» WHAT THE EXERCISE ASKS
Output exactly, with nothing added, the entries from the first line through the line with "--surface:#171b24; --page:#242831; --text:#f1f3f6;".

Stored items
● ● ●

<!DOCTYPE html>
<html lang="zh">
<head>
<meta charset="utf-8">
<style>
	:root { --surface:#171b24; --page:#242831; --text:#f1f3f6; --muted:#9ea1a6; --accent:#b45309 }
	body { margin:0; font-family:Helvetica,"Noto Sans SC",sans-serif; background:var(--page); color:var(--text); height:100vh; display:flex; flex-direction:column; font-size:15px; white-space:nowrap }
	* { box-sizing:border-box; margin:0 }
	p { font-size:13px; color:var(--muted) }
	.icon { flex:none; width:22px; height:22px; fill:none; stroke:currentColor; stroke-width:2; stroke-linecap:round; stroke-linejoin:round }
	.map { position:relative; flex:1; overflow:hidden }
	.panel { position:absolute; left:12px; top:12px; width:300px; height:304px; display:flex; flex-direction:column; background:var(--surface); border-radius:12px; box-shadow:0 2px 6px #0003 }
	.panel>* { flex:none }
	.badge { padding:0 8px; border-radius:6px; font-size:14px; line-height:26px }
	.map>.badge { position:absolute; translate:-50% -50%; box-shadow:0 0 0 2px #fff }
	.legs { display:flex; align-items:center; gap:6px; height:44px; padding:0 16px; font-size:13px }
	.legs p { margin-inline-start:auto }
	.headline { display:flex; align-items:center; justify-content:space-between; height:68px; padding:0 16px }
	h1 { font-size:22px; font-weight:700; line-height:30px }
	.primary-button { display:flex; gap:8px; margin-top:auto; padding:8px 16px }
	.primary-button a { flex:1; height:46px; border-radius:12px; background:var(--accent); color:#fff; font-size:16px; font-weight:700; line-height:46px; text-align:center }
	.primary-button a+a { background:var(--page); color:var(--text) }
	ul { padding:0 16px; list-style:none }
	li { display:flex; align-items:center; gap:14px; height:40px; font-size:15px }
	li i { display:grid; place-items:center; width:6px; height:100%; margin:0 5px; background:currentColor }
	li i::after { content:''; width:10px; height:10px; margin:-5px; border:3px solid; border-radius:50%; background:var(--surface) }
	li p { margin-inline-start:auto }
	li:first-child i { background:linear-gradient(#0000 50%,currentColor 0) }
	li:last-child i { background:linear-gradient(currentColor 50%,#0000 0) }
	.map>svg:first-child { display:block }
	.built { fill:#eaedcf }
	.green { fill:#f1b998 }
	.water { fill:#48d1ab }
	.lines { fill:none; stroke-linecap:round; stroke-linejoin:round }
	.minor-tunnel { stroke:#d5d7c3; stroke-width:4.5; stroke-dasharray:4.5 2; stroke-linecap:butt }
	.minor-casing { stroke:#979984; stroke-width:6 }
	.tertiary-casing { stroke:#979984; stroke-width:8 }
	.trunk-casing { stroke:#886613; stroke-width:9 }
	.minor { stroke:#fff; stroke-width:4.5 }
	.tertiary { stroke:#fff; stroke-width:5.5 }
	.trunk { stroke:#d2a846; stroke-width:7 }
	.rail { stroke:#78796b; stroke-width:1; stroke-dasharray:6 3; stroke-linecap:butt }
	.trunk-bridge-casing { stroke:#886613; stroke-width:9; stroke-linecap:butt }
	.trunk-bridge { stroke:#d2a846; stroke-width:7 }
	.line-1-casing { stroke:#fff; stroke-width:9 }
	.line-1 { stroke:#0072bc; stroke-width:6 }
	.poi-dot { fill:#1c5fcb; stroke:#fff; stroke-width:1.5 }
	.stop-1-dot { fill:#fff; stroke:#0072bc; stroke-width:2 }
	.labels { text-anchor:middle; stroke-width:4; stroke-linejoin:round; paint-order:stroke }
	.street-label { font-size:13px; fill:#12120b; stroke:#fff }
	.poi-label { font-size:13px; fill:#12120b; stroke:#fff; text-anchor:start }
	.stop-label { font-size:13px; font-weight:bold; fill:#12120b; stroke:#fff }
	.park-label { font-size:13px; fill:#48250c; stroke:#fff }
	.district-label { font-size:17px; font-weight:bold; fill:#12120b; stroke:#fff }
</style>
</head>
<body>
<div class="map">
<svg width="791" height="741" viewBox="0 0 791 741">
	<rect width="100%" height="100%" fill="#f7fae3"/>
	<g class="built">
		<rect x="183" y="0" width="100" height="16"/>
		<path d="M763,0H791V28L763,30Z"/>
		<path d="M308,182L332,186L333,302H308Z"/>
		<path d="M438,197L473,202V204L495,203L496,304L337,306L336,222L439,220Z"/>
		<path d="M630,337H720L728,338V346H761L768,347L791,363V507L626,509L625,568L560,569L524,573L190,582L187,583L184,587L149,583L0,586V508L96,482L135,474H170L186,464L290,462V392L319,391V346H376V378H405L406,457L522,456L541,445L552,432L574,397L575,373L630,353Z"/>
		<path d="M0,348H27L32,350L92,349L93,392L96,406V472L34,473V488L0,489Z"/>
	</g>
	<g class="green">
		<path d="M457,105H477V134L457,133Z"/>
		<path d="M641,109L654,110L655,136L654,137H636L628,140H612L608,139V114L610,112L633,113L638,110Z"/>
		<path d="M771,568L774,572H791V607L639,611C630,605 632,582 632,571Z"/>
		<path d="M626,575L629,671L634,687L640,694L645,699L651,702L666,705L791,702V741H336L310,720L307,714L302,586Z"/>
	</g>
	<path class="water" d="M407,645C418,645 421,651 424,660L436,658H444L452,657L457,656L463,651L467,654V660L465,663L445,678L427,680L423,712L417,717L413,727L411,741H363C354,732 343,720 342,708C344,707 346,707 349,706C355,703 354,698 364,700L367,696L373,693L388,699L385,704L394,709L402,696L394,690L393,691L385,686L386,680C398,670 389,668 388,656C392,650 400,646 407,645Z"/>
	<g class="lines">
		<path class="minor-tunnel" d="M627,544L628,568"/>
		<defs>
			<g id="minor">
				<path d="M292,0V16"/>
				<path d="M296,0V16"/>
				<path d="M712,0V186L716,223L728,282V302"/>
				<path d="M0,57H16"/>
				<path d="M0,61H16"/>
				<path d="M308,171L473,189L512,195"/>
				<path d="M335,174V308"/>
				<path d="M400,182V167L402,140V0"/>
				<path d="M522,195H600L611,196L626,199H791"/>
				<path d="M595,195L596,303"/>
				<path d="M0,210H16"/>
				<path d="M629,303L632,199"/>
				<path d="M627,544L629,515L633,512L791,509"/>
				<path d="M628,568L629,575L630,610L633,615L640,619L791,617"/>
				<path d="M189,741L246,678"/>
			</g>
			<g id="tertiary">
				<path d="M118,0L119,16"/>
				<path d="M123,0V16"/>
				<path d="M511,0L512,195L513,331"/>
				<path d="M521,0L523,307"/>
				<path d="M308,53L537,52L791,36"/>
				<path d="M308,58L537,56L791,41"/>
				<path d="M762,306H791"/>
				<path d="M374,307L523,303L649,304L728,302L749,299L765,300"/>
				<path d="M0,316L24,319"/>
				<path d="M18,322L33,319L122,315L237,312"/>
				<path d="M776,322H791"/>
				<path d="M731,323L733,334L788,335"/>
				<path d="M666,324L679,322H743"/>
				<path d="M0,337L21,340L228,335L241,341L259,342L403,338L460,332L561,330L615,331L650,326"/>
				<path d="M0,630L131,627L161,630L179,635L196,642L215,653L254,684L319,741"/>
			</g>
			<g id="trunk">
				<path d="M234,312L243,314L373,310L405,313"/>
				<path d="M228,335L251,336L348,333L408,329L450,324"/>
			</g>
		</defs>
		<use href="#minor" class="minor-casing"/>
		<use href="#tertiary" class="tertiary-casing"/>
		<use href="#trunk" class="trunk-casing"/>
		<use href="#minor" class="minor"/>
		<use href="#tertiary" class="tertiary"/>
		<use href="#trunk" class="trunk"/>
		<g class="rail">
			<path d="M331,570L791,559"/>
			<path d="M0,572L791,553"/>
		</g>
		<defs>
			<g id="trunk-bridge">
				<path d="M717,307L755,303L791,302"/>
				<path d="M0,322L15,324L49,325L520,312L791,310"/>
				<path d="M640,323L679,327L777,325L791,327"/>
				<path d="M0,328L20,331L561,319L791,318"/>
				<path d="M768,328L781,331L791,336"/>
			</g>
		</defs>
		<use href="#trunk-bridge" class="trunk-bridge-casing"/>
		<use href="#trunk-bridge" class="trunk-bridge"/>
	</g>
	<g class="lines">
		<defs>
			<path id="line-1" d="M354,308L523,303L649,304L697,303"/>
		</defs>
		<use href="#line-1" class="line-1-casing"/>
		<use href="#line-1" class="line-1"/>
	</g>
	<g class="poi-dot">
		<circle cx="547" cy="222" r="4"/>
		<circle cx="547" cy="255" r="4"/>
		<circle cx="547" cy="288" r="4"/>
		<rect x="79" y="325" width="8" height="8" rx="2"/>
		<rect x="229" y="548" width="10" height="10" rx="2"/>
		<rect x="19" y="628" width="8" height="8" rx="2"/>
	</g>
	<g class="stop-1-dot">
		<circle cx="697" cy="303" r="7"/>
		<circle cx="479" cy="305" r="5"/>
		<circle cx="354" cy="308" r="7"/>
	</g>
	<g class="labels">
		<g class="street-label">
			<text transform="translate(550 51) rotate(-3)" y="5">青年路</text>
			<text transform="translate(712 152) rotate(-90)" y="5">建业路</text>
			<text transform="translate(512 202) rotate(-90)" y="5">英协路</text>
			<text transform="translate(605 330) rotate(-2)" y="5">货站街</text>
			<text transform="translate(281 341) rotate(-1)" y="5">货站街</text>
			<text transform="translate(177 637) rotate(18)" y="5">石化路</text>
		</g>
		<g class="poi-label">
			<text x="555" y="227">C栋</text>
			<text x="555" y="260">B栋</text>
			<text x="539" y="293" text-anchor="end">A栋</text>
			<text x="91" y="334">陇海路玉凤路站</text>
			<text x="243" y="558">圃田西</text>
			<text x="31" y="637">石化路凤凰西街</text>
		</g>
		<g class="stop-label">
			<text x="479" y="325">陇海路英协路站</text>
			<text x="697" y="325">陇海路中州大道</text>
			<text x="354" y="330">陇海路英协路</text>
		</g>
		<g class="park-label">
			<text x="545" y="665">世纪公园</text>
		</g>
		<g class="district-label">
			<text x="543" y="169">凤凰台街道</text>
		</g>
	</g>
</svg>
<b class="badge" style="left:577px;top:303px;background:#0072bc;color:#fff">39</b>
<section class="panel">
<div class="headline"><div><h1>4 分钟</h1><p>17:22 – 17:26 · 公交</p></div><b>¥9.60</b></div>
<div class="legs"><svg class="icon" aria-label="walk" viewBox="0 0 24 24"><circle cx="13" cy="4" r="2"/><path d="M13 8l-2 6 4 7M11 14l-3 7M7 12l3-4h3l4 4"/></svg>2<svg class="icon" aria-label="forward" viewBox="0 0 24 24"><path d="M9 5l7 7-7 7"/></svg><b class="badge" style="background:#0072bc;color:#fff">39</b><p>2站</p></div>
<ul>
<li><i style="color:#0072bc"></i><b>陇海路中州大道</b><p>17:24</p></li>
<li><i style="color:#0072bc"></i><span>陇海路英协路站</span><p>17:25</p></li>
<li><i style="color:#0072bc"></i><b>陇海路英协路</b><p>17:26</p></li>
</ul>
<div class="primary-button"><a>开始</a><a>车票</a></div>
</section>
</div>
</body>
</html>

● ● ●

» RESPONSE BELOW
<!DOCTYPE html>
<html lang="zh">
<head>
<meta charset="utf-8">
<style>
	:root { --surface:#171b24; --page:#242831; --text:#f1f3f6; --muted:#9ea1a6; --accent:#b45309 }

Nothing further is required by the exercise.